**Work item:** Below is a listing. Copy each line of it that holds the word "Masjid".

**Excerpted data:**
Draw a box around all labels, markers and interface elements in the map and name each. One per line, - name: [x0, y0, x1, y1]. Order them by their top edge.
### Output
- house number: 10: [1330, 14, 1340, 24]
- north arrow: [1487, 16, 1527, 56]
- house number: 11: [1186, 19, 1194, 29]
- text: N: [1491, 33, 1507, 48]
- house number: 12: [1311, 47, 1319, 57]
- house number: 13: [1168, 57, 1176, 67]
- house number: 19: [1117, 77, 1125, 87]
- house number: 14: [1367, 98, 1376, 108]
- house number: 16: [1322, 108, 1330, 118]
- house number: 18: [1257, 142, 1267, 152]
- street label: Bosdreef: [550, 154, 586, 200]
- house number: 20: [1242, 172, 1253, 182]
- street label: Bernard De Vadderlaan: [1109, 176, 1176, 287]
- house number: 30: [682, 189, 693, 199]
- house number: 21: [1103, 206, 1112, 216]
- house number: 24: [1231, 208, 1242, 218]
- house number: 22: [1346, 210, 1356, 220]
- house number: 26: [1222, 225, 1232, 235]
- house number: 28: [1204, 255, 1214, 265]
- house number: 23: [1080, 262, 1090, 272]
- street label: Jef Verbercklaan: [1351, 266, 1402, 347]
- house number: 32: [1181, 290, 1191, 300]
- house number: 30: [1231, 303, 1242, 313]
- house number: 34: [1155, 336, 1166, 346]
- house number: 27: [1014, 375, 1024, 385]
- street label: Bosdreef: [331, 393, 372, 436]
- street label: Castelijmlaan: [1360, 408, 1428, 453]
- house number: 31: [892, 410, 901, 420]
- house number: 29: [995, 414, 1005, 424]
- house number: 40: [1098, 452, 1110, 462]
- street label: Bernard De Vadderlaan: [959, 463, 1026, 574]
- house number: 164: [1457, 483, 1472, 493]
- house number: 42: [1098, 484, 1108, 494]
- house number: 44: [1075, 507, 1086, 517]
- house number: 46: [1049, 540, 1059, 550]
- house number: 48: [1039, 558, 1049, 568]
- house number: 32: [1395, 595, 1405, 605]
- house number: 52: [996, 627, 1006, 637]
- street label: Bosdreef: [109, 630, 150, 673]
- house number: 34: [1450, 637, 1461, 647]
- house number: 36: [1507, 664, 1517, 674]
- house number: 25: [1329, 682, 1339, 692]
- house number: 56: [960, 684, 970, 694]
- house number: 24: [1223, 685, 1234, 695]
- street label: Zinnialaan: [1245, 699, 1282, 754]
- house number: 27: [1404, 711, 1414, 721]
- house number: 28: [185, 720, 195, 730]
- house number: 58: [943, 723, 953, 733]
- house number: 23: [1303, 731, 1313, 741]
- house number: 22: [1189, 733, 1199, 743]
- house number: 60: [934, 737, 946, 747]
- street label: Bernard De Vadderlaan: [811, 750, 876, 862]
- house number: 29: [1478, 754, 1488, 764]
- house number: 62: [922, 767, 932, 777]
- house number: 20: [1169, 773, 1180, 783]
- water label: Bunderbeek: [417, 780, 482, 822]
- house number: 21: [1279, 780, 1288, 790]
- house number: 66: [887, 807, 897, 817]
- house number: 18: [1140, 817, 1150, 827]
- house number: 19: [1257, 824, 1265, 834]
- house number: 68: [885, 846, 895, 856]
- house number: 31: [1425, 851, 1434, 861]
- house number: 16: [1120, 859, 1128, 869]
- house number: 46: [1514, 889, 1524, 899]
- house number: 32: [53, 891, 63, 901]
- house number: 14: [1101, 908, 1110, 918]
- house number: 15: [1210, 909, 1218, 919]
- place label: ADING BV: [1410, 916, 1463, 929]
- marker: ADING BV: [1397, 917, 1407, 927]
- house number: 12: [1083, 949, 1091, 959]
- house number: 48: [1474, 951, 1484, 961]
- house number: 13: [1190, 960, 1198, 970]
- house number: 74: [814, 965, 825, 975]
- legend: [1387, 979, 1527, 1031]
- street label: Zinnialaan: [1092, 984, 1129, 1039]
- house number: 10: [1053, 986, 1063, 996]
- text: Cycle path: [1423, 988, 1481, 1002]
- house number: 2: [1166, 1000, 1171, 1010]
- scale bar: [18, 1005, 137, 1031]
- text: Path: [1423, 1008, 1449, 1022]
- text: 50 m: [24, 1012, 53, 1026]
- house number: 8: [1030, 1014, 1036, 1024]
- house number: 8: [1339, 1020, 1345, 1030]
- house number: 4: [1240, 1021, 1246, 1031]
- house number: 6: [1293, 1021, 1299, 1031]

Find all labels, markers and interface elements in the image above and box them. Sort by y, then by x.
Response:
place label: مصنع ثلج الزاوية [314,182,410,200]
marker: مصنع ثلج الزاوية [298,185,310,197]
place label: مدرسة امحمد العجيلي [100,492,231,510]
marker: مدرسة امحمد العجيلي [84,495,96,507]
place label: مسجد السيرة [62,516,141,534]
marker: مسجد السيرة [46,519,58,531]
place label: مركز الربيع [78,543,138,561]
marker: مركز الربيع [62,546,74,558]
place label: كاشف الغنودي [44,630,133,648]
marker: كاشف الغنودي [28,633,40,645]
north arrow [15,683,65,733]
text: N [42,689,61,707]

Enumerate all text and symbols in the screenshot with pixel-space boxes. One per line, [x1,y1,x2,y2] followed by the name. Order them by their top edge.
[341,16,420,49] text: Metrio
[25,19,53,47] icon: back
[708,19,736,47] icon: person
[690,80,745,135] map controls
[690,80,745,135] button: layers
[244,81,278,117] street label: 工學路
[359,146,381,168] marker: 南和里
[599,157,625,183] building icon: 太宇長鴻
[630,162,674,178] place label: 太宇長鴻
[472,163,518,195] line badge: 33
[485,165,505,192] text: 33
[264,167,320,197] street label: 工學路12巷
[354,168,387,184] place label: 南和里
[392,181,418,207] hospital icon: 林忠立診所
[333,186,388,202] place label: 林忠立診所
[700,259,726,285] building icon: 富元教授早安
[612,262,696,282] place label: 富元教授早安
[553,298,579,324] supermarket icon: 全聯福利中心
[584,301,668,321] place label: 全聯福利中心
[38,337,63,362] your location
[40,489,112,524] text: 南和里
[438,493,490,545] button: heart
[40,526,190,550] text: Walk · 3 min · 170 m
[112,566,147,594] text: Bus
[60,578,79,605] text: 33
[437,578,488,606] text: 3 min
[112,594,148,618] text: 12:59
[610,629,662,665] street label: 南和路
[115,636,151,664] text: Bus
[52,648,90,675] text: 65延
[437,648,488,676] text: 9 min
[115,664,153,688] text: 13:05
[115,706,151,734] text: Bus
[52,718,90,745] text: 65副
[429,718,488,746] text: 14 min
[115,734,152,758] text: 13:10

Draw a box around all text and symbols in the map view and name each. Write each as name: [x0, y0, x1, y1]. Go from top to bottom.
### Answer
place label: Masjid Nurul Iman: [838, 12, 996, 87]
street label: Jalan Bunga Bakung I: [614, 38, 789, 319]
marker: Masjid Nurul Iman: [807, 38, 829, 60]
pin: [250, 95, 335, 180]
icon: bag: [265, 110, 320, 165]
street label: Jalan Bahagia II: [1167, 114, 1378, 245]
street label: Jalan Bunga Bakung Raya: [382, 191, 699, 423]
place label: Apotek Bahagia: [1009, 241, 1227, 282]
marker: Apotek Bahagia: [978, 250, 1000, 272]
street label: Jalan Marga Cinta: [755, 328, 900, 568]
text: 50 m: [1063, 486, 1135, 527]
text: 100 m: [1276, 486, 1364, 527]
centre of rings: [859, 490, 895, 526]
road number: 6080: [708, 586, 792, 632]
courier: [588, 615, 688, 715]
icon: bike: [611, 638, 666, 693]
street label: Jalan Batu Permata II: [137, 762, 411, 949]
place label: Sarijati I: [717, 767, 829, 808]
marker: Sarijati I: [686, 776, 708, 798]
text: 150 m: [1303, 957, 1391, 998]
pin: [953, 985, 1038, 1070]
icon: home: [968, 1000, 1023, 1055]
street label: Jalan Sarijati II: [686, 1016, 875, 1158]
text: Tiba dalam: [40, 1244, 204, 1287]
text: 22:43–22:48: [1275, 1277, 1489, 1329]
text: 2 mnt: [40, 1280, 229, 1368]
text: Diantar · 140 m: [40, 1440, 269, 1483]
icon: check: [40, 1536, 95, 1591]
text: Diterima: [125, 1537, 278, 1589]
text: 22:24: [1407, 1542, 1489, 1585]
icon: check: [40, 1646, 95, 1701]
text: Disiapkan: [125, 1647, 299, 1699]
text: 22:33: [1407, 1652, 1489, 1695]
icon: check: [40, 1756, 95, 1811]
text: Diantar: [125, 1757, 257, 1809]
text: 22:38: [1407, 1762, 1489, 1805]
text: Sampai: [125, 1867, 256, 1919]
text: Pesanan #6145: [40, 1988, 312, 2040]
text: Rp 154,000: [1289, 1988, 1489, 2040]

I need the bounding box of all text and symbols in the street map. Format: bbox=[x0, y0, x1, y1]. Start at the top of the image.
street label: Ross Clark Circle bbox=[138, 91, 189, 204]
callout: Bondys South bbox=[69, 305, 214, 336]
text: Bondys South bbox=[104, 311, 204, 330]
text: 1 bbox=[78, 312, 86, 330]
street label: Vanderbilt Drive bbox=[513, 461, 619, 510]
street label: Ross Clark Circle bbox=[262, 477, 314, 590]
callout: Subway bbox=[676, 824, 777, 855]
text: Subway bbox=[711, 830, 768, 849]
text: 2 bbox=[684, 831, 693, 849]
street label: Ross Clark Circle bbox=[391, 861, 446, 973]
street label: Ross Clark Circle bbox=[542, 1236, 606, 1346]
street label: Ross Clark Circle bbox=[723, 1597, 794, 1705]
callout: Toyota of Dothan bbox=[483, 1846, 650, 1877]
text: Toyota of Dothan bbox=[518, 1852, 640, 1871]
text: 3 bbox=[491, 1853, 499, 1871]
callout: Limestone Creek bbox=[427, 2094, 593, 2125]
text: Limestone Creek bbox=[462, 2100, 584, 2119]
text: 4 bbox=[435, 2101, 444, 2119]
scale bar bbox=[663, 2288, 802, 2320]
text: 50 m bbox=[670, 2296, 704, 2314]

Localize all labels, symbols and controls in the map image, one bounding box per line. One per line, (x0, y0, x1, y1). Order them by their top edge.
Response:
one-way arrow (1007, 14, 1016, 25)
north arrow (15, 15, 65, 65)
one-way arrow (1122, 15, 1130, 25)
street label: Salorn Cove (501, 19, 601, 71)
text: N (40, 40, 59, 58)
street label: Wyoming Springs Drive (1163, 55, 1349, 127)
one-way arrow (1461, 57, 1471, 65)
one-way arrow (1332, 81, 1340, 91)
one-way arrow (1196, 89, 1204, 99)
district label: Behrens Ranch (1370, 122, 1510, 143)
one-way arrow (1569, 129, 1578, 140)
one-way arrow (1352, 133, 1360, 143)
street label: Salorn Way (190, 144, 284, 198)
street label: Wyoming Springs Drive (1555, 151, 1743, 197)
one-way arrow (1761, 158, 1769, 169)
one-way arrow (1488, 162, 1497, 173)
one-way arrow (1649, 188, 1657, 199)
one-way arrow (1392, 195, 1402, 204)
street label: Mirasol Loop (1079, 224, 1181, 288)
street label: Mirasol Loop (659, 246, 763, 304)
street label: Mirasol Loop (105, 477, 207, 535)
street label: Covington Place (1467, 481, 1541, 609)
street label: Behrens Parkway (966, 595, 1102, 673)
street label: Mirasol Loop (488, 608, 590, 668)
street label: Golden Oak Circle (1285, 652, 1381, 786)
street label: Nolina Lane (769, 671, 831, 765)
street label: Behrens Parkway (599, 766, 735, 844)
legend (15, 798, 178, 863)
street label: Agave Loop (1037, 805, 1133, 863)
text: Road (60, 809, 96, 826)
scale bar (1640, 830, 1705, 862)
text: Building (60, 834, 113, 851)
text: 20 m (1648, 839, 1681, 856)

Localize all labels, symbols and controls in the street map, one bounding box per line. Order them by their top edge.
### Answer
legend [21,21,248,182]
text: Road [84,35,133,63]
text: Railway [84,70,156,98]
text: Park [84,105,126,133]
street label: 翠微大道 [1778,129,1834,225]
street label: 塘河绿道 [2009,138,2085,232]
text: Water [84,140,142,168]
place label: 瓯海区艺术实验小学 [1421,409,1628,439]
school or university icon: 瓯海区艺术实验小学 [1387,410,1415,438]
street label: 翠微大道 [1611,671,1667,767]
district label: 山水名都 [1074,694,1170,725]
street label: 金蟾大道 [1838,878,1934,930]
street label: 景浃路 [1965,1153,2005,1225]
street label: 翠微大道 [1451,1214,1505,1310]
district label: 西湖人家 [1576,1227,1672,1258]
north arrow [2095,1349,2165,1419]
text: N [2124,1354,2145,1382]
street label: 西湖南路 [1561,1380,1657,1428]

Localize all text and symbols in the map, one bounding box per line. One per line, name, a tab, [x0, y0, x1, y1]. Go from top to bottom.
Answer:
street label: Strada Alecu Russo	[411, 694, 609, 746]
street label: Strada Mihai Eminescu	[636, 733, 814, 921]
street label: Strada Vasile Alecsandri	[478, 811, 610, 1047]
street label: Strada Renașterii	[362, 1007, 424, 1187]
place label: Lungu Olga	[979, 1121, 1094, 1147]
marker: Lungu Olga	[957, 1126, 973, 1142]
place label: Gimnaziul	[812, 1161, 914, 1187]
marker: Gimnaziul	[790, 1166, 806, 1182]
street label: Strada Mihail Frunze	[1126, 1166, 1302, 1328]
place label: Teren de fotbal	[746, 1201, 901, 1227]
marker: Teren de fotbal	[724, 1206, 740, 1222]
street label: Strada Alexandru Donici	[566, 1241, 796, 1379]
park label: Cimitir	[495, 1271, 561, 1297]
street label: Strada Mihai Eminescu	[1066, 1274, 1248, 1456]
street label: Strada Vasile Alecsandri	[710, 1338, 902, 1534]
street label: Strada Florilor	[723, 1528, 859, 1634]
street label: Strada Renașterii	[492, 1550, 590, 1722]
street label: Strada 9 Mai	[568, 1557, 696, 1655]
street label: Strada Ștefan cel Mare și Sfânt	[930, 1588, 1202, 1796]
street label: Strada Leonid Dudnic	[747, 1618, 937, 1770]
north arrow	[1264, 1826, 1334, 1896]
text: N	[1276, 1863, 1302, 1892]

**Response:**
place label: Masjid Nurul Iman: [838, 12, 996, 87]
marker: Masjid Nurul Iman: [807, 38, 829, 60]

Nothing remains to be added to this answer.